The summer sun feels therapeutic to many, but it also has its pitfalls. The sun’s ultraviolet (UV) rays can damage your skin and even cause skin cancer.
Dermatologist Douglass Forsha, MD, and his team at Jordan Valley Dermatology Center in South Jordan, Utah, are committed to keeping you safe and healthy. We provide skin cancer screenings, anti-aging treatments like Botox® injections, and microneedling treatments with and without platelet-rich plasma to improve the tone and texture of your skin.
Although your skin soon feels normal again after a sunburn, the sun damage is dangerous nonetheless. In addition to the burned cells, the genetic material in those and in other cells is also damaged. This is stored in the cell's DNA. As skin cells divide, existing DNA damage is passed on to new cells. Too much DNA damage can lead to skin cancer. Here are five ways to avoid sun damage this summer.
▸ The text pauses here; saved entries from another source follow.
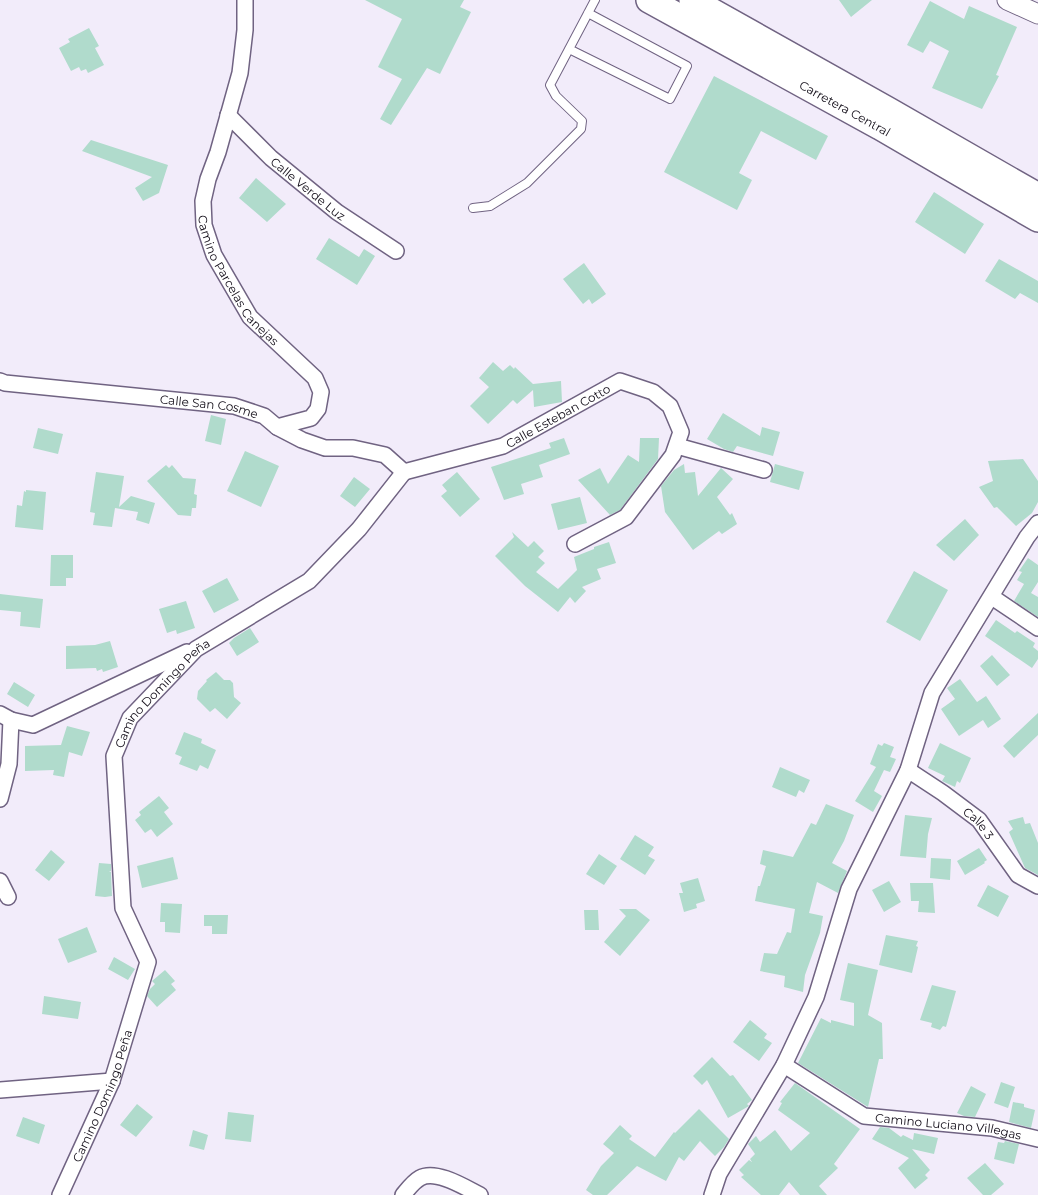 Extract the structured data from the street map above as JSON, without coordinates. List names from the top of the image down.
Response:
{
  "streets": {
    "highway": ["Carretera Central"],
    "street": [
      "Calle Verde Luz",
      "Camino Parcelas Canejas",
      "Calle San Cosme",
      "Calle Esteban Cotto",
      "Camino Domingo Peña",
      "Calle 3",
      "Camino Luciano Villegas"
    ]
  },
  "crossings": [
    ["Calle Verde Luz", "Camino Parcelas Canejas"],
    ["Camino Parcelas Canejas", "Calle San Cosme"],
    ["Calle San Cosme", "Calle Esteban Cotto"],
    ["Calle San Cosme", "Camino Domingo Peña"],
    ["Calle Esteban Cotto", "Camino Domingo Peña"]
  ]
} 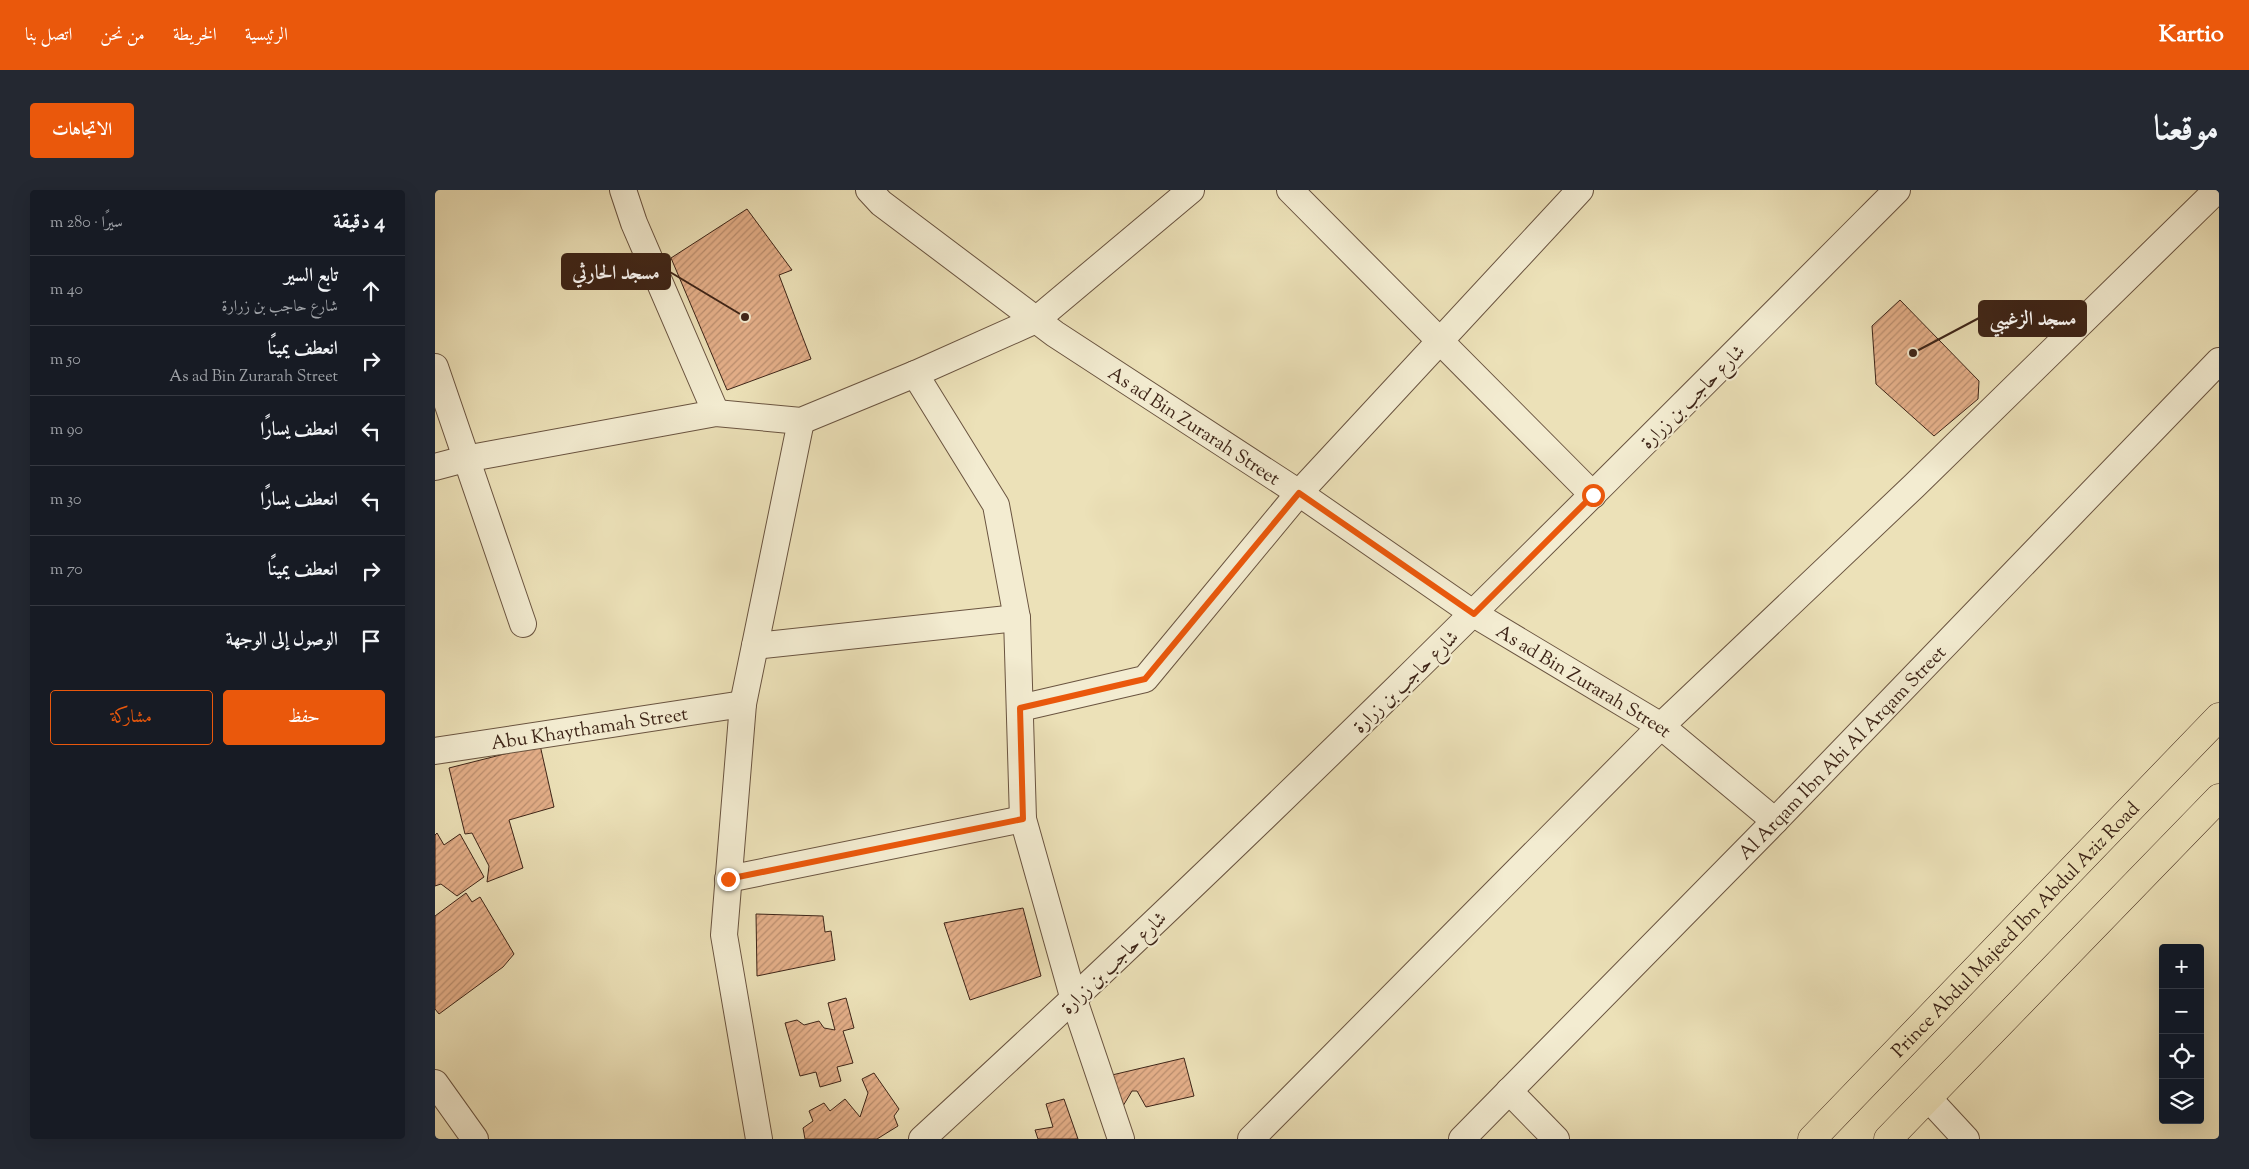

Sun damage to DNA occurs when your skin is sunburned but damage also occurs without burning the skin. Good sun protection for the skin is essential, even if you’re already tan or are only going to be in the sun for a short time.
Prepare for beach day by focusing on your inner health. Vitamin B may help your body resist cancerous growth developments. B vitamins are associated with lowering the risk of melanoma. Vitamin A, E, and C are important in processes such as cell renewal in the skin. In addition, antioxidants help your body break down harmful free radicals caused by sun exposure. Choosing a healthy, balanced diet helps keep your skin healthy and safe.
Your body's own protective system is insufficient in most situations to prevent skin damage from the sun. Both sunscreen and sunblock are effective forms of sun protection. We don’t recommend one over the other — just make sure the formulation suits your skin type and that it has broad spectrum protection to guard against both UVA and UVB rays. SPF of 30 should be a minimum rating.
Cover all exposed areas with a high-quality sunscreen or sunblock, and frequently reapply during more prolonged outdoor activities, generally, every 80 minutes. Don't forget that even the best sun protection factor reaches its limits when you bask excessively in the blazing midday sun.
A hat is so much more than your outfit’s finishing touch. A big, wide-brimmed hat protects your face from the sun's rays. Staying in shaded areas and avoiding direct sunlight can also curb unsightly consequences such as age spots and wrinkles.
Your summer wardrobe should be not only stylish but also sun-protective. Clothing should be breathable, as the combination of heat and damp sweat can promote various irritations on the skin. Wear sunglasses that reliably protect your eyes from UV light.
Always pay attention to your skin while in the sun. Does the surface feel hot? Does your skin look red? Do you feel a slight burning sensation? If so, then it's time for a break inside or in the shade. It’s a good idea to regularly inspect your skin throughout the year so that you can spot any new areas of concern.